"A Life Less Ordinary" was a non-album single released by the band Ash on 13 October 1997. It was the title track of the film of the same name, A Life Less Ordinary, starring Cameron Diaz and Ewan McGregor, and also appeared on the film's soundtrack. The single was released in three formats: CD, 7-inch vinyl, and cassette. The limited-edition 7-inch was printed on blue vinyl. The song peaked at number ten on the UK Singles Chart.

The band was personally requested for by the director of the film, Danny Boyle. This was also the first song to feature their new guitarist Charlotte Hatherley.

The song had the working title of "Film Song" and Wheeler has said of the lyrics: 'This is a song about my muse. Robert Graves wrote a book called 'White Goddess' about the goddess of poetry, which is a concept that goes back to the ancient Greeks. Maybe this makes me sound completely mad, but I have this thing about music coming from a higher place. So, I was writing a song about the goddess. It's a weird love song. It says how I'd sell my soul for something to believe in, something more significant than everyday life.'.

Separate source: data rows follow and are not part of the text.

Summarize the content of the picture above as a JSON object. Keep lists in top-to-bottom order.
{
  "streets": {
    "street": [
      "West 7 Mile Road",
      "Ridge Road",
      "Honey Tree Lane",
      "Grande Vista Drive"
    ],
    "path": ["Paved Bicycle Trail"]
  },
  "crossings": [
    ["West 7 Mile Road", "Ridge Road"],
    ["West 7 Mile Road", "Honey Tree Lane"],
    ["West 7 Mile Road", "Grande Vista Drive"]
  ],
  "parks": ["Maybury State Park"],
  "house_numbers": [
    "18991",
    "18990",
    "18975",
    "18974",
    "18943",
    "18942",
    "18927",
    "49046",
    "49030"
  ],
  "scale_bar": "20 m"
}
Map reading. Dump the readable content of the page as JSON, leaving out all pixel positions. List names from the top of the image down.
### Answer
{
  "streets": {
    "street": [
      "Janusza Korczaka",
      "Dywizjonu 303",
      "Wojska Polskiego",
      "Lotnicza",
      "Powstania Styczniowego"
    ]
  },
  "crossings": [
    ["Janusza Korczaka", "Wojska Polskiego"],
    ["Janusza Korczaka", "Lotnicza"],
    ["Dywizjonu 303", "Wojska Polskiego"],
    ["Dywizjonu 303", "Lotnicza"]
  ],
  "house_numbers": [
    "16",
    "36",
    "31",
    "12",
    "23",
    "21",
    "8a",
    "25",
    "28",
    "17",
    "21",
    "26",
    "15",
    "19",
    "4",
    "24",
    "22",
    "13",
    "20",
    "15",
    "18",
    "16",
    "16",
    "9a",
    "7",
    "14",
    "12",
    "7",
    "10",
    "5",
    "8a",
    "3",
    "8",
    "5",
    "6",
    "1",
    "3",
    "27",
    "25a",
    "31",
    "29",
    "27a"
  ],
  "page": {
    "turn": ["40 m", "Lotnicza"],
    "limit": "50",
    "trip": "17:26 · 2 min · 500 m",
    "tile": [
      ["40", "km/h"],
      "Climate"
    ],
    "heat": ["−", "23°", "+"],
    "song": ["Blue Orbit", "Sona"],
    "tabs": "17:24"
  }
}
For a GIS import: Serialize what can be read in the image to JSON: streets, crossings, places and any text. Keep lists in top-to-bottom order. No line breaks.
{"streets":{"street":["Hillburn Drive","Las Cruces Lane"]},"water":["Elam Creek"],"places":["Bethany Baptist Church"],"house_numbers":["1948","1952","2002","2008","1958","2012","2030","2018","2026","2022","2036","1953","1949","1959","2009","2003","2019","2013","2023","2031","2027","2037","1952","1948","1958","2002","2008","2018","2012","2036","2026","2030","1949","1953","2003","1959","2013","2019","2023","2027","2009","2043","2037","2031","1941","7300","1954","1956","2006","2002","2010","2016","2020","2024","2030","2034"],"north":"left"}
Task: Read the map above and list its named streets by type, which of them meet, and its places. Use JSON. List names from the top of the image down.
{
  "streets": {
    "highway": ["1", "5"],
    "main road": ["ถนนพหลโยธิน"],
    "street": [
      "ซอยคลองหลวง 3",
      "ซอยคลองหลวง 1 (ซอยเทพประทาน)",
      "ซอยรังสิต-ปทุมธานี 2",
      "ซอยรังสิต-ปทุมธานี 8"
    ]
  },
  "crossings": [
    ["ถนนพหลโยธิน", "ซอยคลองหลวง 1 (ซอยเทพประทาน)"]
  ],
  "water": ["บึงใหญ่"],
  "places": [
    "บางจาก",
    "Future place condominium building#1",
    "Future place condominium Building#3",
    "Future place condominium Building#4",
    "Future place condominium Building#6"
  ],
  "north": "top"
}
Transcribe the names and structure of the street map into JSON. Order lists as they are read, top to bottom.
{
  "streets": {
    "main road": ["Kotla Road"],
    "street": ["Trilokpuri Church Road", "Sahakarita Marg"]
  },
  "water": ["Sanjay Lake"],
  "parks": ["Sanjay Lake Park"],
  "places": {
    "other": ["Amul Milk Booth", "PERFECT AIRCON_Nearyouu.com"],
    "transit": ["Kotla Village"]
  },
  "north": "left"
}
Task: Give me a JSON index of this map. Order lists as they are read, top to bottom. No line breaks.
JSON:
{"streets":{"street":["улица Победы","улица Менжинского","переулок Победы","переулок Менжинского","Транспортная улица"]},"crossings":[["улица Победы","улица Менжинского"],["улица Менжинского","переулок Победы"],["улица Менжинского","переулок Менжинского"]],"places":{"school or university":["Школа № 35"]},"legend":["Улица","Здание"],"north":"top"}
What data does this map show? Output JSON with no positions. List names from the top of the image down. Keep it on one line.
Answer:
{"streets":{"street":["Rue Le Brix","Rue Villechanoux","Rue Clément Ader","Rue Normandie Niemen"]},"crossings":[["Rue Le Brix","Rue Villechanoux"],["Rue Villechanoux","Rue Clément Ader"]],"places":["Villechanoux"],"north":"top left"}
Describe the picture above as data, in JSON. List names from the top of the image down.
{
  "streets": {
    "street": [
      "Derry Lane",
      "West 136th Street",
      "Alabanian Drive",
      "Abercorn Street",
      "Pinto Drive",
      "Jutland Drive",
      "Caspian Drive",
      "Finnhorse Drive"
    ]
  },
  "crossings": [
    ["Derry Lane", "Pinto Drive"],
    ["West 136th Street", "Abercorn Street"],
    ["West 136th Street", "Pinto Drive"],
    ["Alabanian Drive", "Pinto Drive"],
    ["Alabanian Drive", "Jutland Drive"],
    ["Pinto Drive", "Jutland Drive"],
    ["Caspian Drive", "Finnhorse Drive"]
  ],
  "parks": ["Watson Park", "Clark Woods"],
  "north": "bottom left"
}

The song was remixed in a slightly heavier fashion for the Japanese and US versions of Nu-Clear Sounds.

B-sides
The first B-side, "What Deaner was Talking About," is a cover of the song by Ween from the album Chocolate and Cheese. This track also features on Ash's live album Live at the Wireless.

The B-side "Where is Our Love Going?" is more of an example of the music Ash used to make in their Trailer then where they were heading for in Nu-Clear Sounds. It's a fast-paced number, which later appeared on the Cosmic Debris B-sides collection.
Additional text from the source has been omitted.